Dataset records

§ §

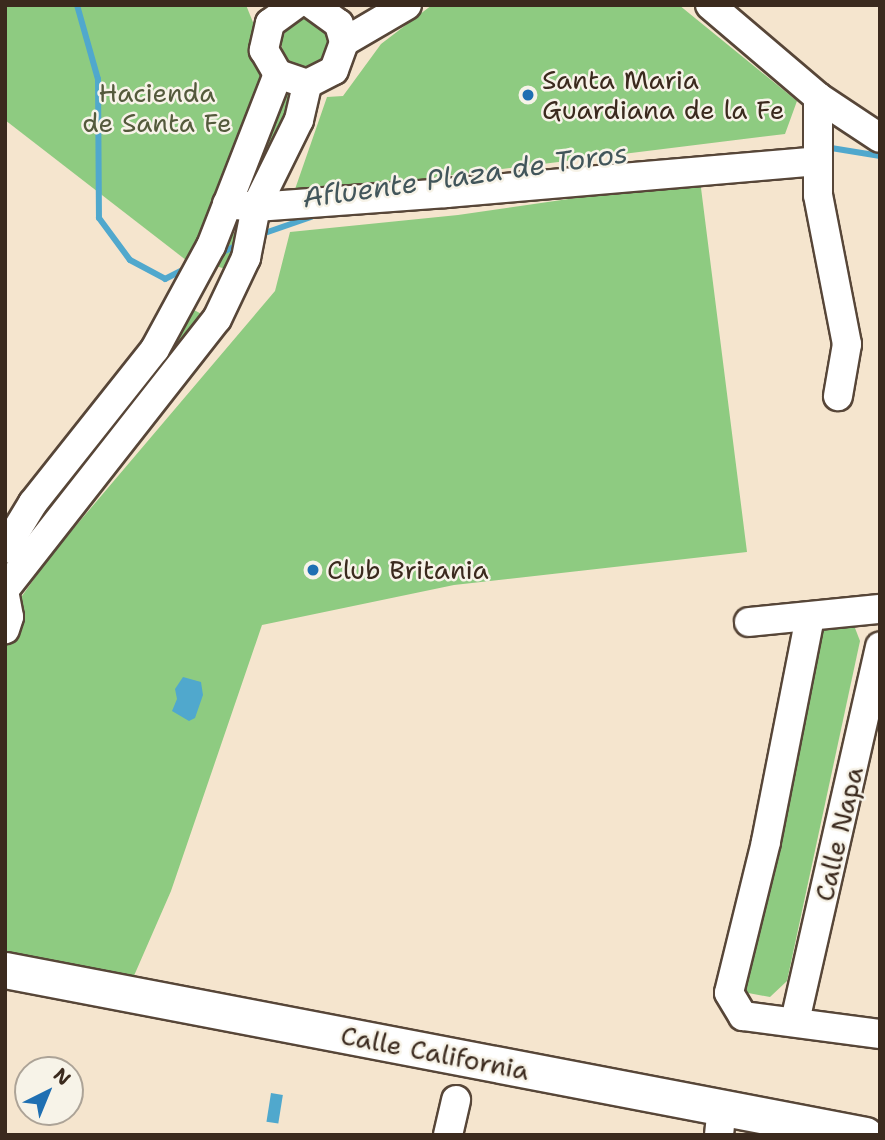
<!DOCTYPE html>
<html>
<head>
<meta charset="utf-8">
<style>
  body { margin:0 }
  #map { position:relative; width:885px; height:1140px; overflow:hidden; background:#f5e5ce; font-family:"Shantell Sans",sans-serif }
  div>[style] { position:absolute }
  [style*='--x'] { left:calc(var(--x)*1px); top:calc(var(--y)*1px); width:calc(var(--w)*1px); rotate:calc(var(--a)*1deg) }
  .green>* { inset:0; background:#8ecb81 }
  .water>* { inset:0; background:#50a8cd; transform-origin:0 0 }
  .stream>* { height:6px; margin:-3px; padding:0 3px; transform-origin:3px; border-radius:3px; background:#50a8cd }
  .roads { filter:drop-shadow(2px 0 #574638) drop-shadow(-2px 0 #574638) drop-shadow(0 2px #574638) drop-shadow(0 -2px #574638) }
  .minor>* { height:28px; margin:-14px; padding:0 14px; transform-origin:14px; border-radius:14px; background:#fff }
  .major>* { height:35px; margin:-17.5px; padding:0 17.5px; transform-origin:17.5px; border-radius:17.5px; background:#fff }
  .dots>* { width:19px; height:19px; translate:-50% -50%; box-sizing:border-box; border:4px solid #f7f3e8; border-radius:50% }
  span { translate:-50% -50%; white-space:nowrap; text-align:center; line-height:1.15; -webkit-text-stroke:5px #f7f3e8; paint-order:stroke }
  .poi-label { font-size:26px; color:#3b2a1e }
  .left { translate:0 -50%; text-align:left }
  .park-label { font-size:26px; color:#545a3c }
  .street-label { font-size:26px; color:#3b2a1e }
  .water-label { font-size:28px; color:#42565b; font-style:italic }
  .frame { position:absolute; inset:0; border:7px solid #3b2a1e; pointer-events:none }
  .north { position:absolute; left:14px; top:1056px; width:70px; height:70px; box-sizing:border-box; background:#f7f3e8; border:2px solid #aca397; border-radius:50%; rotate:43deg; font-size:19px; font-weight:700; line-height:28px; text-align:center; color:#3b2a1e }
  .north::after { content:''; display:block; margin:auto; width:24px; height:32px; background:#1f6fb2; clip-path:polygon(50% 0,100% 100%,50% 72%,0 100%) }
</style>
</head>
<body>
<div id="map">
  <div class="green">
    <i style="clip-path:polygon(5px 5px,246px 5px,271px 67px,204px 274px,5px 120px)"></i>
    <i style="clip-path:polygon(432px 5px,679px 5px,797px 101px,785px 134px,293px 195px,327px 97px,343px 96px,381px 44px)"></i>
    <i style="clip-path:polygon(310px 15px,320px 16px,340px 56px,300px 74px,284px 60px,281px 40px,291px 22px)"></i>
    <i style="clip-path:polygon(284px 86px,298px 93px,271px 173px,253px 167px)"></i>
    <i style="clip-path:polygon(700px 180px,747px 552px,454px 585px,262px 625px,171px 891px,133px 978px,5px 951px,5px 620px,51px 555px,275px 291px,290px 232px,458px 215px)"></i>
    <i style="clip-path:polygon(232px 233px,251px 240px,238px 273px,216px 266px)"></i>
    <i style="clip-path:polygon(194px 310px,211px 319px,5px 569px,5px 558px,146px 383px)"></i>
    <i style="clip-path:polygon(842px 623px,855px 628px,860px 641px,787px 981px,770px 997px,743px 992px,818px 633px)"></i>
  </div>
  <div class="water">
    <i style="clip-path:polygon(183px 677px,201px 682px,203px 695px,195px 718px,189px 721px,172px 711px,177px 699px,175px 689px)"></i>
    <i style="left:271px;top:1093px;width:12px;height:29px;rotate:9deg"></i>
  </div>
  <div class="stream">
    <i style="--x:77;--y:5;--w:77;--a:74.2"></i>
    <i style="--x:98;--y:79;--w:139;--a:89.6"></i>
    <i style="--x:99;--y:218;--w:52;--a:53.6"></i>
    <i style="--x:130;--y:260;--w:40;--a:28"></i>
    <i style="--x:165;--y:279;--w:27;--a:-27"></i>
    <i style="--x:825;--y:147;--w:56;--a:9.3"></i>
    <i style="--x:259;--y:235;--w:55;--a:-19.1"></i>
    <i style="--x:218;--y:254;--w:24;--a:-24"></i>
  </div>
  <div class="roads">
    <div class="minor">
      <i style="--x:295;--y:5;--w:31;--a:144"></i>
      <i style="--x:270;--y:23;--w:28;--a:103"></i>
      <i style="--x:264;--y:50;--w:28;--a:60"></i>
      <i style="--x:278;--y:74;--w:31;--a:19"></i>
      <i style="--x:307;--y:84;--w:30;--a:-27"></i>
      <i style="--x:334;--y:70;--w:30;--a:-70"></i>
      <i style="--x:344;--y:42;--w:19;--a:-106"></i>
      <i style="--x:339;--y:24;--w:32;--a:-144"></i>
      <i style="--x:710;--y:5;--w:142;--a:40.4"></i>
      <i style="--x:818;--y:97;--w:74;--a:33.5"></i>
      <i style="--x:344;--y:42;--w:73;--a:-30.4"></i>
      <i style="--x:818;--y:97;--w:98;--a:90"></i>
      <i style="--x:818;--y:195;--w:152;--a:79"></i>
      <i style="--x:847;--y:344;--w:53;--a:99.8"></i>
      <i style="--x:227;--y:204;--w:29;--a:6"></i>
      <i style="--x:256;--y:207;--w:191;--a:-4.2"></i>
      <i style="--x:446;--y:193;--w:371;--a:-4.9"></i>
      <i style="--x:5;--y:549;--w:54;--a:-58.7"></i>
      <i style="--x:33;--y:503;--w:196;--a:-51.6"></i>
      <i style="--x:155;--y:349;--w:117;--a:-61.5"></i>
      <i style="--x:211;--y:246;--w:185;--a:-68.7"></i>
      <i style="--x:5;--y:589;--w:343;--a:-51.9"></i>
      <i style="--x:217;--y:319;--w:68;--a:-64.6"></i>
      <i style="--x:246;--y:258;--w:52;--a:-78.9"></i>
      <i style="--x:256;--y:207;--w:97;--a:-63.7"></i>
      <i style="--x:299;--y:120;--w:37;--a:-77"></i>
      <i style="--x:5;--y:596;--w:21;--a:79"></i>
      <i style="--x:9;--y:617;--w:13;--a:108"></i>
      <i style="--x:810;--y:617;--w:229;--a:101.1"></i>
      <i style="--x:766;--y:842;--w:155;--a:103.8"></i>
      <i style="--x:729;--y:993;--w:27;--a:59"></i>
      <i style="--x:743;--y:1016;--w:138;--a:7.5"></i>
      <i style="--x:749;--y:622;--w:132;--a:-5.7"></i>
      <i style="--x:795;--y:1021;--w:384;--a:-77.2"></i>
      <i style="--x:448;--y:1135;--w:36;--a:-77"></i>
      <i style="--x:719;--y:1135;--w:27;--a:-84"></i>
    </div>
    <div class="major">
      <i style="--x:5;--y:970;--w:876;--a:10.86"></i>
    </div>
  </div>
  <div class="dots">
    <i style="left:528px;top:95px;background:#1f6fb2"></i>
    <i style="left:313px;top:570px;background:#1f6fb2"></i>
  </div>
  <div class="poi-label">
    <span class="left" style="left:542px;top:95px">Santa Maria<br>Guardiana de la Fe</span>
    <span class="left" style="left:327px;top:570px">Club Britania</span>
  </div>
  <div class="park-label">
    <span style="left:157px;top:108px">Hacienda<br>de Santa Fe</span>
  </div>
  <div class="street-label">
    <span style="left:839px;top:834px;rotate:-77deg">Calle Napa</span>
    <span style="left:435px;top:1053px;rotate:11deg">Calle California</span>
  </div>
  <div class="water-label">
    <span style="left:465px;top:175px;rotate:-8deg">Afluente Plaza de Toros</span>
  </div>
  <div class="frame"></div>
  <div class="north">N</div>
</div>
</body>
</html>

§ §

◆ TASK GOAL ◆
Beginning with the first entry above, reproduce every line verbatim until the line with "width:19px; height:19px; translate:-50%", which is included too; omit pictures.

◆ EXERCISE RESULT ◆
<!DOCTYPE html>
<html>
<head>
<meta charset="utf-8">
<style>
  body { margin:0 }
  #map { position:relative; width:885px; height:1140px; overflow:hidden; background:#f5e5ce; font-family:"Shantell Sans",sans-serif }
  div>[style] { position:absolute }
  [style*='--x'] { left:calc(var(--x)*1px); top:calc(var(--y)*1px); width:calc(var(--w)*1px); rotate:calc(var(--a)*1deg) }
  .green>* { inset:0; background:#8ecb81 }
  .water>* { inset:0; background:#50a8cd; transform-origin:0 0 }
  .stream>* { height:6px; margin:-3px; padding:0 3px; transform-origin:3px; border-radius:3px; background:#50a8cd }
  .roads { filter:drop-shadow(2px 0 #574638) drop-shadow(-2px 0 #574638) drop-shadow(0 2px #574638) drop-shadow(0 -2px #574638) }
  .minor>* { height:28px; margin:-14px; padding:0 14px; transform-origin:14px; border-radius:14px; background:#fff }
  .major>* { height:35px; margin:-17.5px; padding:0 17.5px; transform-origin:17.5px; border-radius:17.5px; background:#fff }
  .dots>* { width:19px; height:19px; translate:-50% -50%; box-sizing:border-box; border:4px solid #f7f3e8; border-radius:50% }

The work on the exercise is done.